# Thread: Lower and Upper Darboux Sums

1. ## Lower and Upper Darboux Sums

Let $\displaystyle f(x) : [a,b] -> R$ be a bounded function such that $\displaystyle U(f,P) = L(f,P)$ for any partition P of [a,b].
Prove that there exists a constant c such that $\displaystyle f(x) = c$ for any x in [a,b] (by contradiction) .
Appreciate if someone could help on this one. Thanks...

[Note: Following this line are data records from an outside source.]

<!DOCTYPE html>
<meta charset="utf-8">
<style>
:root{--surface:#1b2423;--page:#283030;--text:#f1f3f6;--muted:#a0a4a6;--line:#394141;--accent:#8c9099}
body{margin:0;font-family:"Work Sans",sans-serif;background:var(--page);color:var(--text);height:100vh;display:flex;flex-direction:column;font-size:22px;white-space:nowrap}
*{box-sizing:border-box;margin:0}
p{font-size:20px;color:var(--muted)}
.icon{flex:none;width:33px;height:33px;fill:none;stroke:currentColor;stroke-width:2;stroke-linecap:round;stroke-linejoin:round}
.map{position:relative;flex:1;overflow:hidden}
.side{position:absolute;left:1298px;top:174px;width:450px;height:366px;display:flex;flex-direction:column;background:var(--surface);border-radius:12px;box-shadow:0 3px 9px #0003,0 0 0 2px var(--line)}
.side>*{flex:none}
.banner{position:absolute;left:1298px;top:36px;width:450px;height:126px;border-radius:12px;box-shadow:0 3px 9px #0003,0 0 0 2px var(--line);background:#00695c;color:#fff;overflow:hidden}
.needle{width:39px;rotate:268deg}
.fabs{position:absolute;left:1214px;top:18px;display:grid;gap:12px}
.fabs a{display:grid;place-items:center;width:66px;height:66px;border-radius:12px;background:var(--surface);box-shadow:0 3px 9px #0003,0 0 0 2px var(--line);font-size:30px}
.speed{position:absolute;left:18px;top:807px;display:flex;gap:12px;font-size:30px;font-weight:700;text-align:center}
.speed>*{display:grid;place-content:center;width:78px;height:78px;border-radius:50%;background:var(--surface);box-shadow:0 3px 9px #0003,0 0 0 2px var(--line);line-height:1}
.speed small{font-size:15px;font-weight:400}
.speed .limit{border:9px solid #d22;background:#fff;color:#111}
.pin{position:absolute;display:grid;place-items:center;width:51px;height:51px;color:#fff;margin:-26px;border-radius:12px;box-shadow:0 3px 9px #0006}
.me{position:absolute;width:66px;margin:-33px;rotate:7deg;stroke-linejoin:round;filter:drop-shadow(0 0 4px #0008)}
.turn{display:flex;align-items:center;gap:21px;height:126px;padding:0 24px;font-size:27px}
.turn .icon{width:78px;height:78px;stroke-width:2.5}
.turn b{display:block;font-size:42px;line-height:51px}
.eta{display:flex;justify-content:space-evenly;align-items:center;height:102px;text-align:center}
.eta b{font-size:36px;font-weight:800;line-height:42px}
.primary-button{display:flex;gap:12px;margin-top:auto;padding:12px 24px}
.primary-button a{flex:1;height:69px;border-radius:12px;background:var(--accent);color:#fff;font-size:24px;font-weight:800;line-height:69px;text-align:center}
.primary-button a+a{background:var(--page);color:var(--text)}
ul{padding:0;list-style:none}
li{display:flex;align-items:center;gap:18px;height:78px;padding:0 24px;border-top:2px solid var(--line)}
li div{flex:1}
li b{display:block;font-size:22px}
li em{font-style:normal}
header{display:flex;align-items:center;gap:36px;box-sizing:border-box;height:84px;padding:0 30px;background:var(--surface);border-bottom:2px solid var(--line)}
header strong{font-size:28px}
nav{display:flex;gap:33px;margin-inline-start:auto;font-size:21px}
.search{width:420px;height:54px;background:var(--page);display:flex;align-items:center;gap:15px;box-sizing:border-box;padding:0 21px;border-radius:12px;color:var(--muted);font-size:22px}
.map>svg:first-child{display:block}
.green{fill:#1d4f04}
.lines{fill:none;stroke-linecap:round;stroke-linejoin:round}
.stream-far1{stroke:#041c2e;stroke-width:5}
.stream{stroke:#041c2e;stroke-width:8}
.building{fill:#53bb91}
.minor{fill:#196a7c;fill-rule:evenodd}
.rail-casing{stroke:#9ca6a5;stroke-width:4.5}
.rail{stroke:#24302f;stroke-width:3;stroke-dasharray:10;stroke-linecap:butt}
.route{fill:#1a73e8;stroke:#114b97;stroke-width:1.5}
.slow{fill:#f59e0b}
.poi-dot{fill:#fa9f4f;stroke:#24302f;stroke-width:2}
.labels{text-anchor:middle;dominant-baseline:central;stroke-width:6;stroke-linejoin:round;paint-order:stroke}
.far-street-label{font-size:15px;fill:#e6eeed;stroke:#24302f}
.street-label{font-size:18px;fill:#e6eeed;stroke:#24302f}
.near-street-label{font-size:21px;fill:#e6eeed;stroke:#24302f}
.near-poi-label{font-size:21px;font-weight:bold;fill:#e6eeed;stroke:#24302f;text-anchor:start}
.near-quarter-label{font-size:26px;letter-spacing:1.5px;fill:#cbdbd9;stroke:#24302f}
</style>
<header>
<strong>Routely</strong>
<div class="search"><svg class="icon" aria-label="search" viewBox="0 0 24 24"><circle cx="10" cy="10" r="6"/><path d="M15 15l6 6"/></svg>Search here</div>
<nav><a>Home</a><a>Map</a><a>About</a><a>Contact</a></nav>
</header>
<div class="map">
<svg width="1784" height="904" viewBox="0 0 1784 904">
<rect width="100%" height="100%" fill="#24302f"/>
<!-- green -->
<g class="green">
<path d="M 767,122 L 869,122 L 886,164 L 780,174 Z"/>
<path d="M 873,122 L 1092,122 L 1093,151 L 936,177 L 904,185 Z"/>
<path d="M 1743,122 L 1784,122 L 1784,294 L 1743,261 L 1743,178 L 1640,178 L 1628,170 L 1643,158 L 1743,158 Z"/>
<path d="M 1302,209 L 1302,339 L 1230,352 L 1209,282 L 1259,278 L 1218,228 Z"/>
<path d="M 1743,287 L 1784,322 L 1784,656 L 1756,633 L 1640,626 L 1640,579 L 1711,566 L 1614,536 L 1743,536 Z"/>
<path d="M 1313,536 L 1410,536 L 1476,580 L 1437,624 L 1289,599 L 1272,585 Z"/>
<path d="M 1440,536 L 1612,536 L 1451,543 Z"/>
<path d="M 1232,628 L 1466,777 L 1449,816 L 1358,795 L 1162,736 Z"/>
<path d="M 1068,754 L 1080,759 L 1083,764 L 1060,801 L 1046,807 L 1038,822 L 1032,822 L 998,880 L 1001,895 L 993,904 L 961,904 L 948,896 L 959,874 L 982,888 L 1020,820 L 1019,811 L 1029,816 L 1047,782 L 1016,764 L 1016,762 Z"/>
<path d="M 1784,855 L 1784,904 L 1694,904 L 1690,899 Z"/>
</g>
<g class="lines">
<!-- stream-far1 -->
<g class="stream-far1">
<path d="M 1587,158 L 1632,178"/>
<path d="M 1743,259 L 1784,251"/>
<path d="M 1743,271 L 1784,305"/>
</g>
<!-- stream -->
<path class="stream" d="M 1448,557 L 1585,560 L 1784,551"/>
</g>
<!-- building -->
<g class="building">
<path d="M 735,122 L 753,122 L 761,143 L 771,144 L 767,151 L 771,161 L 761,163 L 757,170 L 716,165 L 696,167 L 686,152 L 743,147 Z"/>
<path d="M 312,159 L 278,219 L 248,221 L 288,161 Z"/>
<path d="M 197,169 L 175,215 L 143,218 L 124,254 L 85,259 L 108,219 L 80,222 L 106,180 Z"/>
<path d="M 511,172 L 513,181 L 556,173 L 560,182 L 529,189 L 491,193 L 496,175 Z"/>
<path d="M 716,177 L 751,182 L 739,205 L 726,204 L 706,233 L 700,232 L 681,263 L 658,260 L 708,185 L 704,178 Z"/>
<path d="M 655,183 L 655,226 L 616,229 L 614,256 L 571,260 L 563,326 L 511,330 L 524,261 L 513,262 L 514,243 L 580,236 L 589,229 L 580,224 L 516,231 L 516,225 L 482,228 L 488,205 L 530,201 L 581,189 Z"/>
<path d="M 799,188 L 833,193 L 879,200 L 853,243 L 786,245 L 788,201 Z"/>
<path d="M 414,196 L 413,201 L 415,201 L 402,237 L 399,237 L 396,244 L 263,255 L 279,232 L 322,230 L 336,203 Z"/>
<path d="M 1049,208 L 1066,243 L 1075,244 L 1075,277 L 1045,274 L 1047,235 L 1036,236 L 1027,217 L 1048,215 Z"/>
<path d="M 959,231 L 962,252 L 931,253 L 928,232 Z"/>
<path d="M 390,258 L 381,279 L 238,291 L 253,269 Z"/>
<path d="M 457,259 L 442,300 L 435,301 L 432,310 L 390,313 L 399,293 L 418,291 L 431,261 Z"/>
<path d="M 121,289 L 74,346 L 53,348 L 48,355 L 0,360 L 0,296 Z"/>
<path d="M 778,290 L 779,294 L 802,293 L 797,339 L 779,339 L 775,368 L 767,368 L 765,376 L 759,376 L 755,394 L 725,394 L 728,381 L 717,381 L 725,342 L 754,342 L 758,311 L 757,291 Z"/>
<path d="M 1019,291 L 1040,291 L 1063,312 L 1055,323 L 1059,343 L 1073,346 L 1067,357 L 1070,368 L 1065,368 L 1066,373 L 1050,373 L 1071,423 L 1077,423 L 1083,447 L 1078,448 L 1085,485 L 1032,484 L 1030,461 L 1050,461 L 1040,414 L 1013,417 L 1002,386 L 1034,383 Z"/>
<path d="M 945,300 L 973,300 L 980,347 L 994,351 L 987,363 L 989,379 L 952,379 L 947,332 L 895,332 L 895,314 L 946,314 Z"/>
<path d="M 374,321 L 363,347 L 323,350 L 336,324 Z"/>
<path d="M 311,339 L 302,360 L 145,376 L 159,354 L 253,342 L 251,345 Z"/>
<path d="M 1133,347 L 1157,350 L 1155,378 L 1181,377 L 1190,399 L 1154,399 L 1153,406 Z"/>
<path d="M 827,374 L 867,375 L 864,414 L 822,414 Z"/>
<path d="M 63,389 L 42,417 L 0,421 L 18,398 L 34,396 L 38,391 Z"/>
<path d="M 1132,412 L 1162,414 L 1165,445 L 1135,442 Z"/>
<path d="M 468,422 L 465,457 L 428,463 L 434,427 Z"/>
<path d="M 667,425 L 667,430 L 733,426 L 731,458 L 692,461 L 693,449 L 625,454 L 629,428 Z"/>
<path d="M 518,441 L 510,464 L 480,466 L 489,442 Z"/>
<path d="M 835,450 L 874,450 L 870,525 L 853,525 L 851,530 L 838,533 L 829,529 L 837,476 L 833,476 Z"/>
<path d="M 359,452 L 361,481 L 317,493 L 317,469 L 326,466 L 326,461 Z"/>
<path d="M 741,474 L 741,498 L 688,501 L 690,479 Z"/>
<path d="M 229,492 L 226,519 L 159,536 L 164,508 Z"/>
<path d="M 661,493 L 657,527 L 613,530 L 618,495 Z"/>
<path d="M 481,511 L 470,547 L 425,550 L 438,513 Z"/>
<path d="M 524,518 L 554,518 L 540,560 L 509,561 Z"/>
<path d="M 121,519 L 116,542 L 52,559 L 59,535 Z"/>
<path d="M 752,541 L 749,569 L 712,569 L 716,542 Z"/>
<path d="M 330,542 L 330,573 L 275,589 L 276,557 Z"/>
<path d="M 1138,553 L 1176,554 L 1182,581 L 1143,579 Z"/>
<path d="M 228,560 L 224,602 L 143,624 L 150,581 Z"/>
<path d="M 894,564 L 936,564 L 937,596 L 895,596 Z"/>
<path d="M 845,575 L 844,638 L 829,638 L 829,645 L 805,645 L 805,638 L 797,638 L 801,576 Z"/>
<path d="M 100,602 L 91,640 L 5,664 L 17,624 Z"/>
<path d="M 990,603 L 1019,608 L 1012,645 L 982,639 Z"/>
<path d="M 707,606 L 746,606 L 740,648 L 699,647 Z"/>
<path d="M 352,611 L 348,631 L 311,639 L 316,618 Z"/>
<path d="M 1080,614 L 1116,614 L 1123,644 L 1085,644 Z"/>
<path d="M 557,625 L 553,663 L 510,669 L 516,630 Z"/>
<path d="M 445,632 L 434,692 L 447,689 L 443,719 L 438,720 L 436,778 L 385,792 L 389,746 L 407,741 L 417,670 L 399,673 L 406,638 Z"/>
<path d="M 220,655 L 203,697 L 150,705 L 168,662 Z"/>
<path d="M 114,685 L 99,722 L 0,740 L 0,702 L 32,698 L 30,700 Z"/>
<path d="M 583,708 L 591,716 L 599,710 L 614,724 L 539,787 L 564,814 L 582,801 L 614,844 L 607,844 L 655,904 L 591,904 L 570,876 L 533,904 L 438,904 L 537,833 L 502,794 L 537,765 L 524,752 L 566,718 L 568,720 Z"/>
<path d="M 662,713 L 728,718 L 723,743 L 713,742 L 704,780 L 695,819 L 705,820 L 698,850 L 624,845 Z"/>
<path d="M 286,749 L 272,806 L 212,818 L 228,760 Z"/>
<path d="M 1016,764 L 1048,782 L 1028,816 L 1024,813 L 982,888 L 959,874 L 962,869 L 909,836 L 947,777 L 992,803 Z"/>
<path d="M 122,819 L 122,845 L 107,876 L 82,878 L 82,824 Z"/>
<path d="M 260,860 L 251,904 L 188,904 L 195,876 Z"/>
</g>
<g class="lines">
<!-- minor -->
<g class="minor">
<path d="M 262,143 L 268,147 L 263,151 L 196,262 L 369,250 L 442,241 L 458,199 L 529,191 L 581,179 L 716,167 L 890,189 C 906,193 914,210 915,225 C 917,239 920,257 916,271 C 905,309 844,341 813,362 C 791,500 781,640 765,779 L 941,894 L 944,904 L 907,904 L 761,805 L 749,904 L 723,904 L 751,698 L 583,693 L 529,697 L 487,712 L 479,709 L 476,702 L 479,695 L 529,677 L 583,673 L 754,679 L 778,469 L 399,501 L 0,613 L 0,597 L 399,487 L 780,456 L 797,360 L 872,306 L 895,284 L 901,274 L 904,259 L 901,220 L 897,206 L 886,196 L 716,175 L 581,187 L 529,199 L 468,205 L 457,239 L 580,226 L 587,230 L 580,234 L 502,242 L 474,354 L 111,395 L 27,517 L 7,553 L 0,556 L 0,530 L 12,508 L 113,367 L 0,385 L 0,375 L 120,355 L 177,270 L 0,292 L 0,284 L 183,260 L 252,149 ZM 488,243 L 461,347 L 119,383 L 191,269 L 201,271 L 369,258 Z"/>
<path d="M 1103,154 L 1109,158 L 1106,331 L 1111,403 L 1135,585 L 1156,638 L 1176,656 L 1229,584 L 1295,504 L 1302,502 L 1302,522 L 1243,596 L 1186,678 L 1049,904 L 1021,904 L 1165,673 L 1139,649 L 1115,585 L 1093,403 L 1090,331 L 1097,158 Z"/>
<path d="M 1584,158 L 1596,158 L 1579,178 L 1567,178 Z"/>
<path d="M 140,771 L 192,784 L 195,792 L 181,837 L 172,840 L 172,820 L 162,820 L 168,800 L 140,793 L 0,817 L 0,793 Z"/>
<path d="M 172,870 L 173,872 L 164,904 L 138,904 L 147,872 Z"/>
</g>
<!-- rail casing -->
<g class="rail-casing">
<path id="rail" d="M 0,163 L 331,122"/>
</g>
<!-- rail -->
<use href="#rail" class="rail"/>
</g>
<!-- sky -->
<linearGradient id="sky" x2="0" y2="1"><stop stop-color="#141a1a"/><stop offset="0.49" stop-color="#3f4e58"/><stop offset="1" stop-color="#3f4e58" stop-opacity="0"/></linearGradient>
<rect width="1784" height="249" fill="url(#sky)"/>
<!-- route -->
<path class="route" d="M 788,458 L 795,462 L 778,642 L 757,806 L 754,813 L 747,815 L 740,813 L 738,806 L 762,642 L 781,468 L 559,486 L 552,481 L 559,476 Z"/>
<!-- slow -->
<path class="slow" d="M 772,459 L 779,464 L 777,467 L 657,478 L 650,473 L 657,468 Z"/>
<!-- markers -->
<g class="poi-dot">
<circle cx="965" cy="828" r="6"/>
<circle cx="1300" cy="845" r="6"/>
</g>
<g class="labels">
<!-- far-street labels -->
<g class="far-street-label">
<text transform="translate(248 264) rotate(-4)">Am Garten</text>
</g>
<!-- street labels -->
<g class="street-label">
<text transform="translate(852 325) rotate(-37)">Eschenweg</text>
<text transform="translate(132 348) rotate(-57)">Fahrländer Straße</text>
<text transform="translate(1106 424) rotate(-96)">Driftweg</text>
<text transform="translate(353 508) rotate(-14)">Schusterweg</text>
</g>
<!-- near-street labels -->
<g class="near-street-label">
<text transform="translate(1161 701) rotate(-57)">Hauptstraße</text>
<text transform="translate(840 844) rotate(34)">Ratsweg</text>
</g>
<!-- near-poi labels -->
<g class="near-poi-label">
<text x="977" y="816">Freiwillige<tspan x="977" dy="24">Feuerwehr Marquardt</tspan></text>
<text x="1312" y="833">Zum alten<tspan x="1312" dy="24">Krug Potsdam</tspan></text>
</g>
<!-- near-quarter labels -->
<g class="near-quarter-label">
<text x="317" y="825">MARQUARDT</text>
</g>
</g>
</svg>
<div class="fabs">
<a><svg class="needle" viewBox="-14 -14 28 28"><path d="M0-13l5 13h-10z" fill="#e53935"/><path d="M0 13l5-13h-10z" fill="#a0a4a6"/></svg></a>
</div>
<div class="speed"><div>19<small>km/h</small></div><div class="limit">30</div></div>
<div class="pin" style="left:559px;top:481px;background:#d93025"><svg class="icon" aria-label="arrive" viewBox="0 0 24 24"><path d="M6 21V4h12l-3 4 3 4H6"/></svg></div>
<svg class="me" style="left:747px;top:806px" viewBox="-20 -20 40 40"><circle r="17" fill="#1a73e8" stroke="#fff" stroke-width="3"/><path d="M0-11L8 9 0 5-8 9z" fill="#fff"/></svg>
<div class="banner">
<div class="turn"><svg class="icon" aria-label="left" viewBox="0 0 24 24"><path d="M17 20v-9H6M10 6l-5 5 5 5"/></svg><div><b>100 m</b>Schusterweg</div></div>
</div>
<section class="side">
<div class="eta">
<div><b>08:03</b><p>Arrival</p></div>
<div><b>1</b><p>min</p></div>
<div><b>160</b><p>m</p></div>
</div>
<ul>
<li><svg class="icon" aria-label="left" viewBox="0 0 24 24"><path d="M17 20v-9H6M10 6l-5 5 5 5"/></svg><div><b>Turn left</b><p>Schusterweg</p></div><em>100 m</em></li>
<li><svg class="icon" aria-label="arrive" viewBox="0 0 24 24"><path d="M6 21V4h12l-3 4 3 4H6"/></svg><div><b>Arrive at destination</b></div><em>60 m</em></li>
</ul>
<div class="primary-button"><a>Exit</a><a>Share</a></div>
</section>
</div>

2. Originally Posted by seniorcalculus
Let $\displaystyle f(x) : [a,b] -> R$ be a bounded function such that $\displaystyle U(f,P) = L(f,P)$ for any partition P of [a,b].
Prove that there exists a constant c such that $\displaystyle f(x) = c$ for any x in [a,b] (by contradiction) .
Appreciate if someone could help on this one. Thanks...
it's really trivial! let $\displaystyle P=\{a,b\}.$ let $\displaystyle M=\sup_{x \in [a,b]}f(x), \ m=\inf_{x \in [a,b]}f(x).$ then: $\displaystyle 0=U(f,P)-L(f,P)=(M-m)(b-a).$ thus $\displaystyle M=m,$ which means $\displaystyle f$ is constant.

3. Okay, thanks. But that's a direct proof, right? I kinda need help for proof by contradiction though.

4. Originally Posted by seniorcalculus
Okay, thanks. But that's a direct proof, right? I kinda need help for proof by contradiction though.
it's the same proof! let $\displaystyle P,M, m$ be as above. suppose $\displaystyle f$ is not constant. then $\displaystyle M \neq m.$ but $\displaystyle 0=U(f,P)-L(f,P)=(M-m)(b-a).$ thus $\displaystyle b=a.$ contradiction!

5. Okay, I understand it now. Thanks, NonCommAlg
But, I realized that you have picked an instance of a partition in this case, which is P={a,b}. But in the proof we have to show that for any partition interval. Shouldn't we have to assume for any partition P?